Is it possible? My son's computer crashed (Toshiba Satellite Win 8.1 64 bit). It has tried to do the self repair with no success. I get two different errors depending on what I'm trying to do. I get a 0xc0000185 or a 0xc000021a.

I've tried to do a restore but it says I have no restore points.

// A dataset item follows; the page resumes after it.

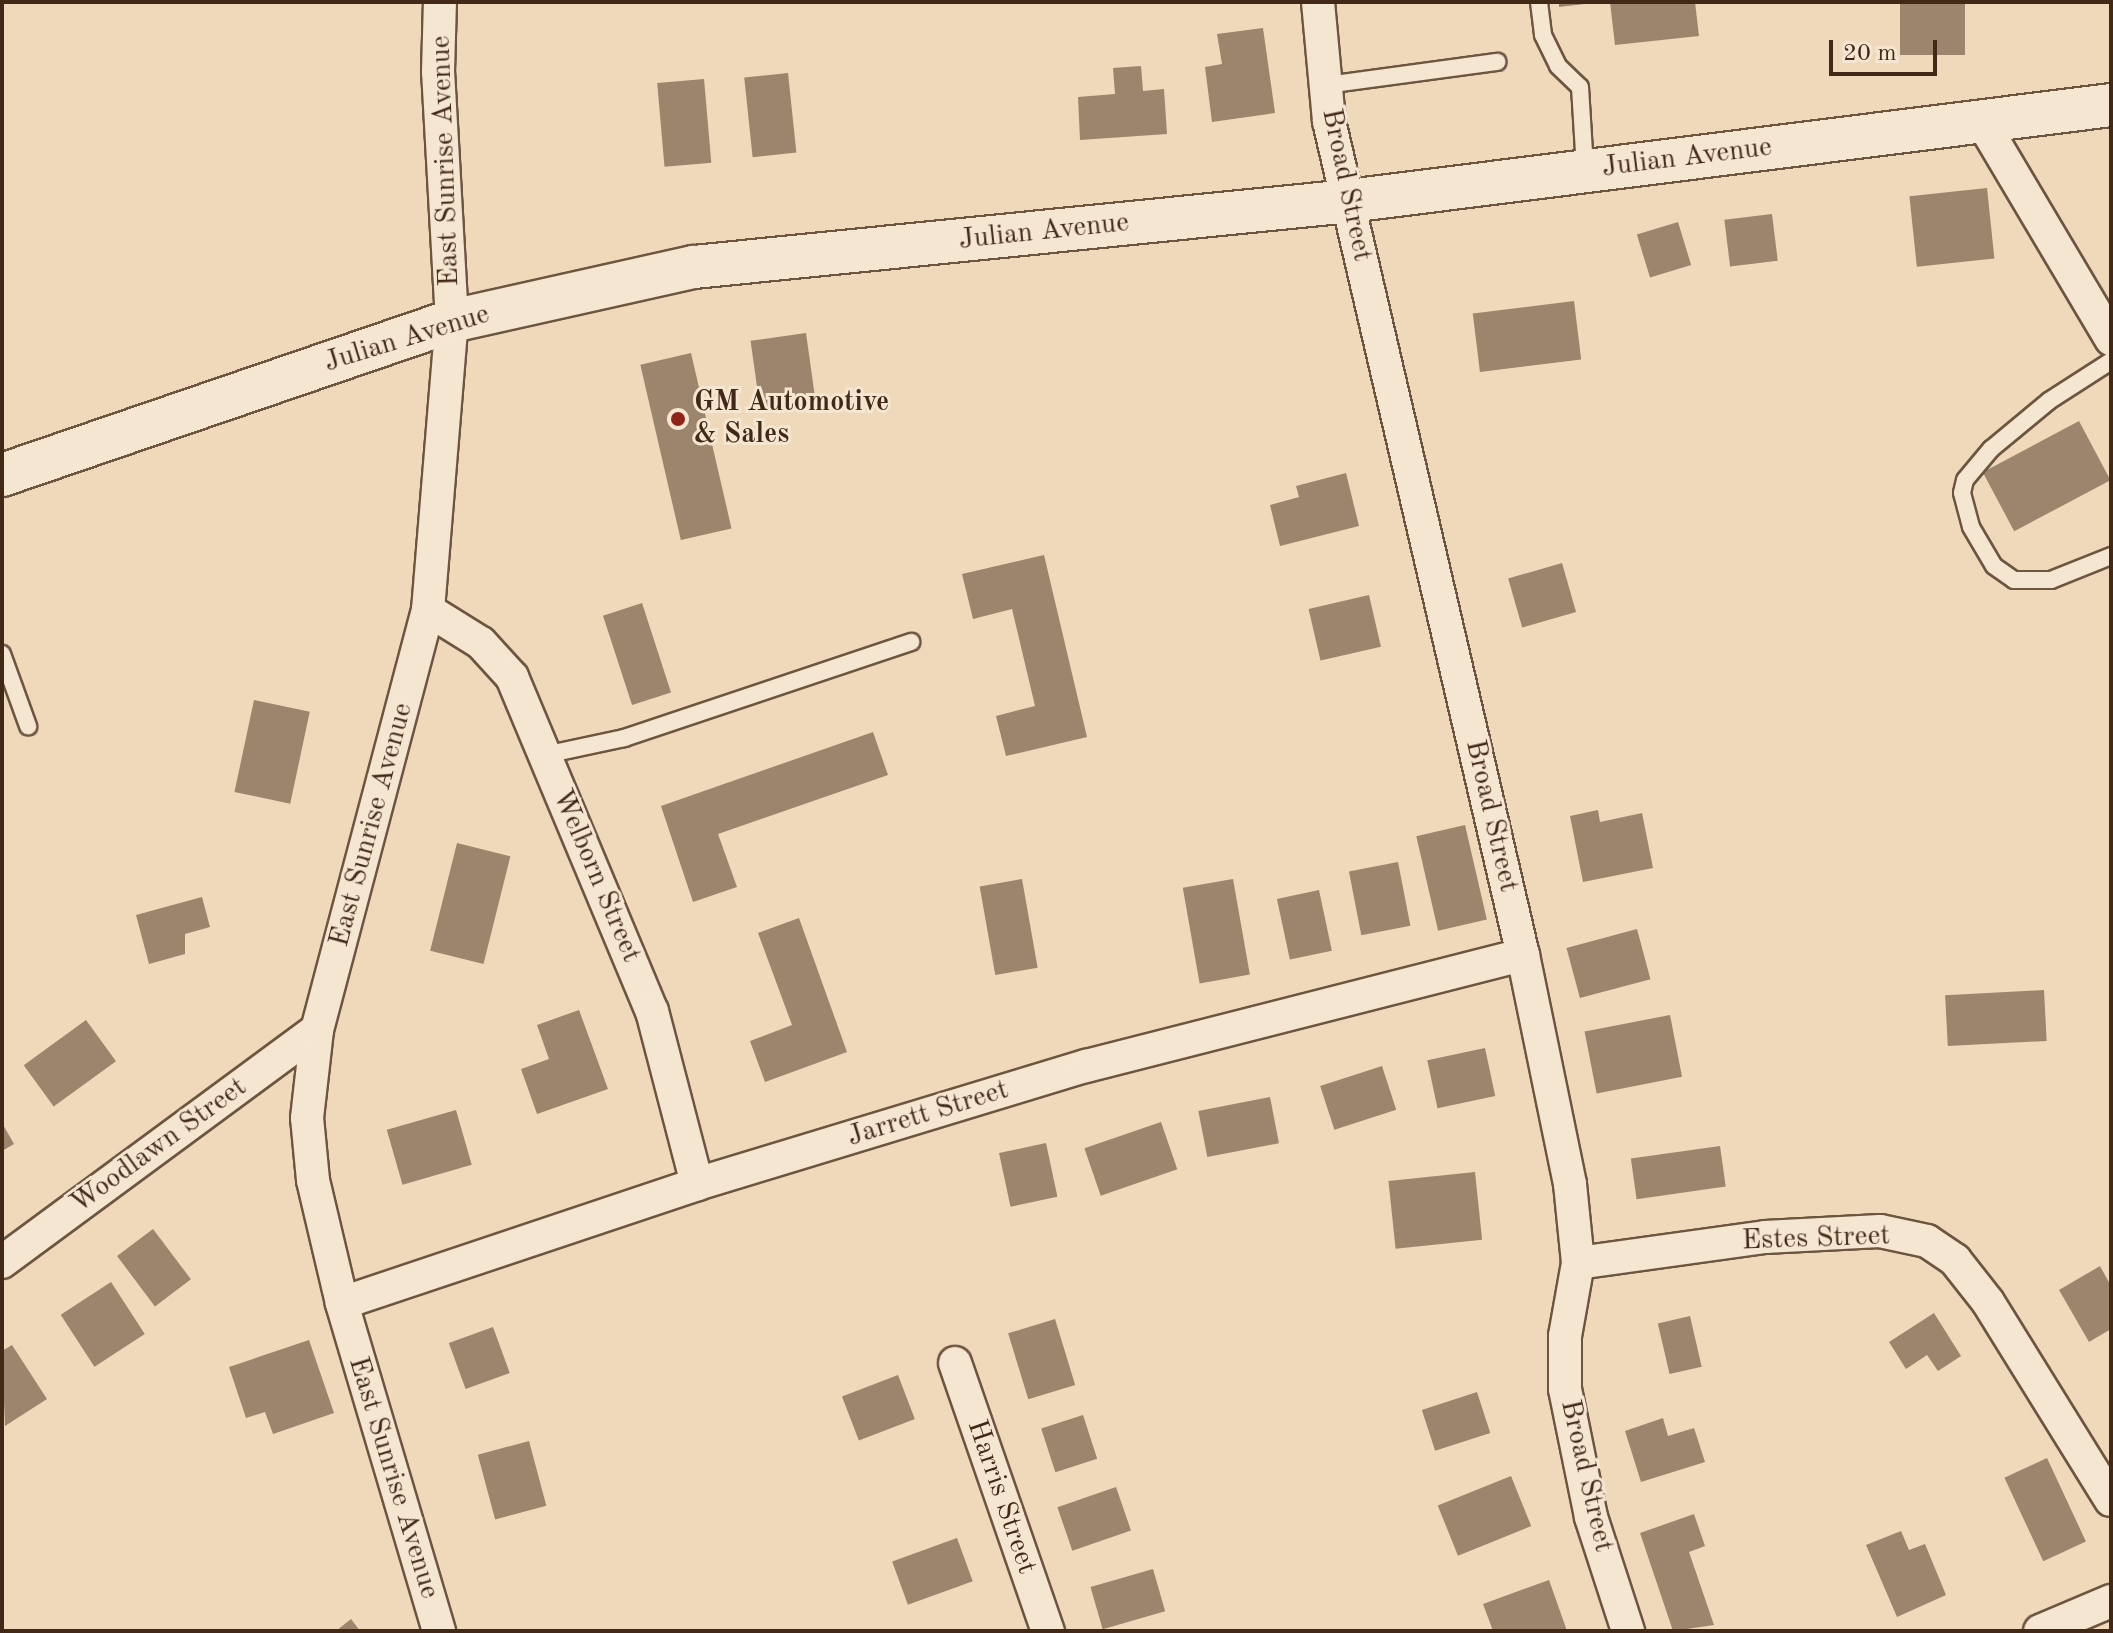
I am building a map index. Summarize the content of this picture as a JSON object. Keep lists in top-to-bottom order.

I've tried to do a recovery but it fails

I was able to extract the SWM files from the recovery partition (9GB worth). Can I make this into a bootable USB drive and apply the recovery this way?

Thanks.:smile:


----------



## jcgriff2 (Sep 30, 2007)

Leo G said:


> I get a 0xc0000185 or a 0xc000021a.


Hi - 

Unfortunately, exception error *0xc0000185* = hard drive I/O error. Your HDD likely failed.

The owner's manual will tell you to first burn a set of recovery discs, but no one reads them (they are like car owner's manuals).

Have you called Toshiba support to see If the system is still under warranty?

Computers Support | Toshiba

If not, you'll need a new HDD and a set of Toshiba Windows Recovery Discs - OEM Recovery Media

There are ways to try and get files of the failing HDD by connecting it to another system.

Regards. .

jcgriff2

`


----------



## Leo G (Mar 8, 2011)

I'm not convinced that it's the HDD. After a bunch more playing around I'm starting to think it's the computer itself. I have to different linux programs (Ubuntu and Kasperski Rescue disk) that the computer won't let me load. The end up in Kernel Panic.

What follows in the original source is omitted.